D’autres accords devraient suivre. Des géants d’État tels que Cnooc et Sinopec sont en pourparlers avec le Qatar et des producteurs américains et des entreprises plus petites telles que Zhejiang Provincial Energy Group et Beijing Gas Group sont également à la recherche de contrats d’approvisionnement de long terme. Sinopec pourrait par ailleur investir dans un projet de développement gazier en Arabie saoudite comprenant des trains de liquéfaction. Une douzaine de nouveaux terminaux d’importation de GNL et de regazification seront construits dans les villes côtières chinoises au cours de cette décennie.

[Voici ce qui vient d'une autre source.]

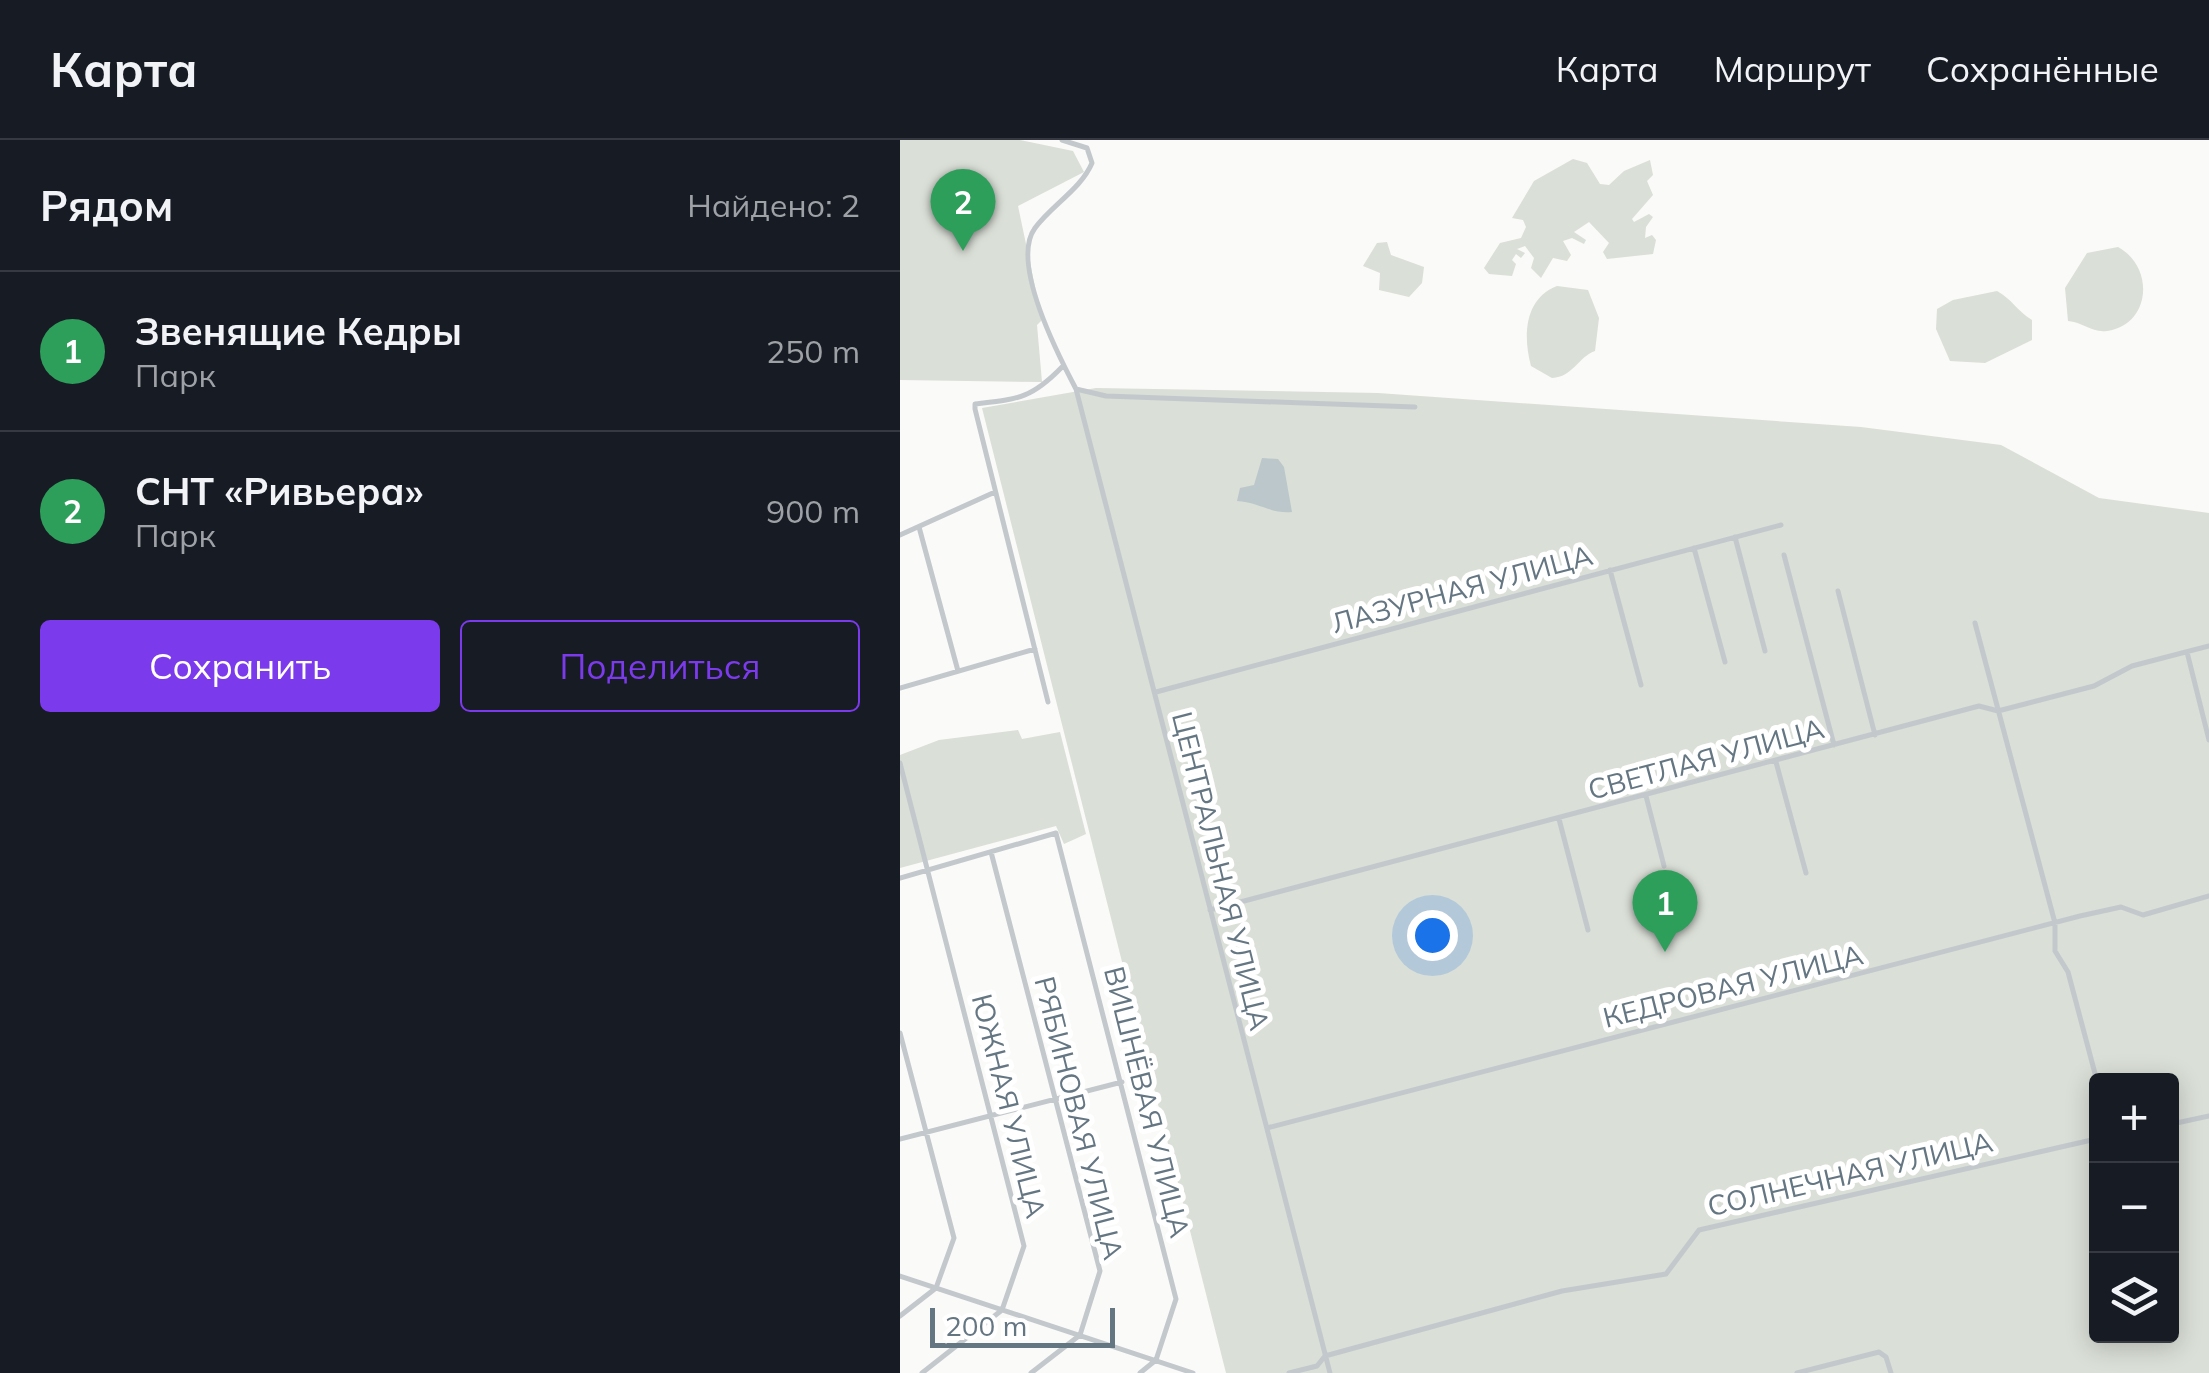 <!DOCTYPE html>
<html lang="ru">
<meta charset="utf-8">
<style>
body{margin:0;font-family:Mulish,sans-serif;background:#20242c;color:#f1f3f6}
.controls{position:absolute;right:30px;bottom:30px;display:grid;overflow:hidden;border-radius:10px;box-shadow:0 5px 25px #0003}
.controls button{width:90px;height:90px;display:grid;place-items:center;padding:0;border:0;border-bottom:2px solid #363941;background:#171b24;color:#f1f3f6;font:50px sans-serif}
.scale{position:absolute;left:30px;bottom:25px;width:185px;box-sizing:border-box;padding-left:10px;border:5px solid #657683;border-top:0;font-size:28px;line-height:35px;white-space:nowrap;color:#657683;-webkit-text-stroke:8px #fff;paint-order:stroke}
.you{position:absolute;left:532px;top:795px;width:35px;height:35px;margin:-25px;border:8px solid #fff;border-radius:50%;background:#1a73e8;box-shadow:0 0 0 15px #1a73e833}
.badge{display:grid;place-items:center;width:65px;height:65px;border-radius:50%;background:#7c3aed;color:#fff;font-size:32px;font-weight:700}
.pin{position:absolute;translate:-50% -82px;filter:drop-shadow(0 2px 5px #0008)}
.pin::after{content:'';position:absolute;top:52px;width:35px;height:30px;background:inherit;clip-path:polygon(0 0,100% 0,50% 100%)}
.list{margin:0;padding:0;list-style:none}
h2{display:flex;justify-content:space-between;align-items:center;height:130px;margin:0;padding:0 40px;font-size:42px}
h2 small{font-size:32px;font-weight:400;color:#9ea1a6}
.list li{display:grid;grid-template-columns:65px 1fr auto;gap:30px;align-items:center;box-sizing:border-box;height:160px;padding:0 40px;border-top:2px solid #363941}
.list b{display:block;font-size:38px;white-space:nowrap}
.list p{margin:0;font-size:32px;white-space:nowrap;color:#9ea1a6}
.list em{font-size:32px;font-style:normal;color:#9ea1a6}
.actions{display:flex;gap:20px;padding:30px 40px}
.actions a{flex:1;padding:22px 0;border:2px solid #7c3aed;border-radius:10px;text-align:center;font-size:35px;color:#7c3aed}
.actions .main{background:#7c3aed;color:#fff}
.icon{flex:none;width:55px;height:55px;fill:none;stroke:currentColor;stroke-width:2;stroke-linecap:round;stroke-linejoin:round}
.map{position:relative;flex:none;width:1309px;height:1233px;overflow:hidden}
header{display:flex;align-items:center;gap:60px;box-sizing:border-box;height:140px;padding:0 50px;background:#171b24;border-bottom:2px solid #363941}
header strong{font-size:48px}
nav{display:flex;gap:55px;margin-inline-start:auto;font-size:35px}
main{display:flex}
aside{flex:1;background:#171b24}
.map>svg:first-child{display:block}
.green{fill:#dadfd7;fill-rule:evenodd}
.water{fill:#bbc7cb}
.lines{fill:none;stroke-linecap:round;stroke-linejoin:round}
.minor{stroke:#c3c8cc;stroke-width:5}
.labels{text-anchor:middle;stroke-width:10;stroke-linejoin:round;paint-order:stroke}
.street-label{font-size:28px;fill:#657683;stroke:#fff}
</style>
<header>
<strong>Карта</strong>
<nav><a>Карта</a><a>Маршрут</a><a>Сохранённые</a></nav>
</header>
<main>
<aside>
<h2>Рядом<small>Найдено: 2</small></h2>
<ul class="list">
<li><span class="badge" style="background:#2e9e5b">1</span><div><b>Звенящие Кедры</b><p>Парк</p></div><em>250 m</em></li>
<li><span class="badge" style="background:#2e9e5b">2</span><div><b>СНТ «Ривьера»</b><p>Парк</p></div><em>900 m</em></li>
</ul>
<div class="actions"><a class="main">Сохранить</a><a>Поделиться</a></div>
</aside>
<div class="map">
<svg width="1309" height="1233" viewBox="0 0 1309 1233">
<rect width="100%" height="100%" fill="#fafaf8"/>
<path class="green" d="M 0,0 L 120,0 L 173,11 L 184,32 L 118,66 L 142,180 L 137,185 L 142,242 L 0,240 Z
M 673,19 L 687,23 L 700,44 L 709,45 L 724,31 L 750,20 L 753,35 L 747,41 L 753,55 L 732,79 L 734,82 L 749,74 L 753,77 L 746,87 L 745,98 L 752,95 L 756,100 L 753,114 L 707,119 L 703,112 L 709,103 L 689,82 L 674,92 L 686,100 L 684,104 L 672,98 L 663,101 L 671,115 L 667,121 L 653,118 L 641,138 L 631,128 L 634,118 L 625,106 L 617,109 L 625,113 L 621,118 L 616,114 L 612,120 L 616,124 L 612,136 L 589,134 L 584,128 L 600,103 L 621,98 L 626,87 L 623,80 L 612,78 L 634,41 Z
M 487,102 L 491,115 L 524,127 L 522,143 L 509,157 L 479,150 L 480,133 L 463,126 L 477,103 Z
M 1218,107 C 1255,127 1251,185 1207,191 C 1192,193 1183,182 1168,181 L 1165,148 L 1187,113 Z
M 657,146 L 688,150 L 699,178 L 695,211 C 678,217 673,237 652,238 L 631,226 C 623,196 624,159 657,146 Z
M 1097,151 C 1112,159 1117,171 1132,180 L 1132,200 L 1085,223 L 1050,221 L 1036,189 L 1037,169 L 1053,160 Z
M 196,248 L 478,253 L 961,287 L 1101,305 L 1199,358 L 1309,373 L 1309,1233 L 326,1233 L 82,268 ZM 1196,941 L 1272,941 L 1272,1196 L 1196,1196 Z
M 118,590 L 122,599 L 160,592 L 186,694 L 164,704 L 156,686 L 0,728 L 0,615 L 39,600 Z"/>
<path class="water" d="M 362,318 L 378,319 L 384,327 L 392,372 C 371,374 358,362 337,361 L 340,348 L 354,345 Z"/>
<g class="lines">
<path class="minor" d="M 162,0 L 187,8 L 192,23 C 181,49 152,65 135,88 C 110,122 158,215 176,249 L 430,1233
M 176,249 L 206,256 L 515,267
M 19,387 L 58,531
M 0,395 L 95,352
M 835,397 L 865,511
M 794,408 L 825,522
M 884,415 L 934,605
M 710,430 L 741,545
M 938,451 L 975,595
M 1075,483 L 1155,783 L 1155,811 L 1168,832 L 1197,941
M 1287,512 L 1309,600
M 0,548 L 135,509
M 256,552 L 881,385
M 148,562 L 75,269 L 75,264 C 118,259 131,259 162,227
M 876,622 L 906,733
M 0,623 L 124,1106 L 102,1170 L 22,1233
M 746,656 L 764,726
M 659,679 L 688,790
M 91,712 L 200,1131 L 180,1195 L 131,1233
M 0,738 L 156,693 L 276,1159 L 256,1220 L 240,1233
M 310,770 L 1079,566 L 1098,571 L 1194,546 L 1232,526 L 1309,506
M 0,893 L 54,1098 L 36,1148 L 0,1176
M 1272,984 L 1309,976
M 367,988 L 1180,776 L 1221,767 L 1243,775 L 1309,756
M 0,999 L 222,942
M 0,1136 L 293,1233
M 389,1233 L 417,1226 L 425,1216 L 662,1151 L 766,1134 L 799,1090 L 1196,999
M 897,1233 L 979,1212 L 986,1217 L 991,1233"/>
</g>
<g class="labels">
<g class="street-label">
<text transform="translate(562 449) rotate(-15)" y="10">ЛАЗУРНАЯ УЛИЦА</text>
<text transform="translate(806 619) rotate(-15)" y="10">СВЕТЛАЯ УЛИЦА</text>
<text transform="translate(321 731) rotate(76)" y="10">ЦЕНТРАЛЬНАЯ УЛИЦА</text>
<text transform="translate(833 846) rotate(-14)" y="10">КЕДРОВАЯ УЛИЦА</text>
<text transform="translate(247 962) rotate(76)" y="10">ВИШНЁВАЯ УЛИЦА</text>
<text transform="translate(109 966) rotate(76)" y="10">ЮЖНАЯ УЛИЦА</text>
<text transform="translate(179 978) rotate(76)" y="10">РЯБИНОВАЯ УЛИЦА</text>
<text transform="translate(950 1034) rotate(-13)" y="10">СОЛНЕЧНАЯ УЛИЦА</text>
</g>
</g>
</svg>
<div class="controls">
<button>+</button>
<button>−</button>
<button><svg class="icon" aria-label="layers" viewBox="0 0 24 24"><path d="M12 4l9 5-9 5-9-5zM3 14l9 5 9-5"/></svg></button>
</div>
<div class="scale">200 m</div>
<div class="you"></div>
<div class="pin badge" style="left:765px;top:812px;background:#2e9e5b">1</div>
<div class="pin badge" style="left:63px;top:111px;background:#2e9e5b">2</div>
</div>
</main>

L’Europe ne reste pas inerte et cherche aussi à assurer son approvisionnement en GNL et remplacer ainsi celui qu’elle importait de Russie. Si Cheniere Energy a signé un contrat avec le groupe chinois ENN Energy Holdings, il en a aussi conclu un de 15 ans avec le norvégien Equinor. De la même façon, un autre producteur américain, Venture Global LNG, a conclu un accord sur 20 ans avec la société allemande Securing Energy for Europe tandis que la compagnie française TotalEnergies a pris une participation de 219 millions de dollars dans un terminal texan de transport de GNL développé par le groupe NextDecade. Patrick Pouyanne, le Pdg de TotalEnergies a été très clair: « cela renforce notre capacité à garantir la sécurité de l’approvisionnement en gaz de l’Europe ».

Mais il faudra plusieurs années avant que les contrats et les investissements se concrétisent. Entretemps, l’approvisionnement est loin d’être assuré. Le mois dernier, le directeur de l’autorité allemande de régulation de l’énergie s’est montré tout aussi inquiet que l’AIE. Klaus Mueller a expliqué que la crise énergétique en Europe était loin d’appartenir au passé et que si l’hiver était froid, l’offre pourrait être inférieure à la demande. « En ce qui concerne le remplissage des réservoirs de stockage, nous avons atteint un niveau différent de celui de l’année dernière […]. Mais le facteur le plus important reste la météo », a déclaré M. Mueller cité par Reuters. « La crise énergétique est loin d’être terminée », a-t-il ajouté.

Des réserves de gaz qui se remplissent rapidement

Cela dit, l’Union européenne est en passe de remplir ses installations de stockage de gaz naturel plus tôt que prévu, selon les dernières prévisions de Rystad Energy. « Compte tenu de la demande historique et de différents scénarios d’approvisionnement, les installations de stockage pourraient même être pleines avant l’hiver de cette année… », estime l’analyste principal Lu Ming Pang.

Les prix du gaz sont logiquement repartis à la hausse pendant la majeure partie du mois de juin et ont enregistré une hausse moyenne de 38% principalement en raison des arrêts de production en Norvège dus à la maintenance des champs. Mais la demande globale de gaz en Europe reste faible par rapport à la moyenne des cinq dernières années, car les économies ralentissent et les industries ne sont pas revenues pour certaines au gaz malgré des prix bien plus bas que les records atteints l’été dernier.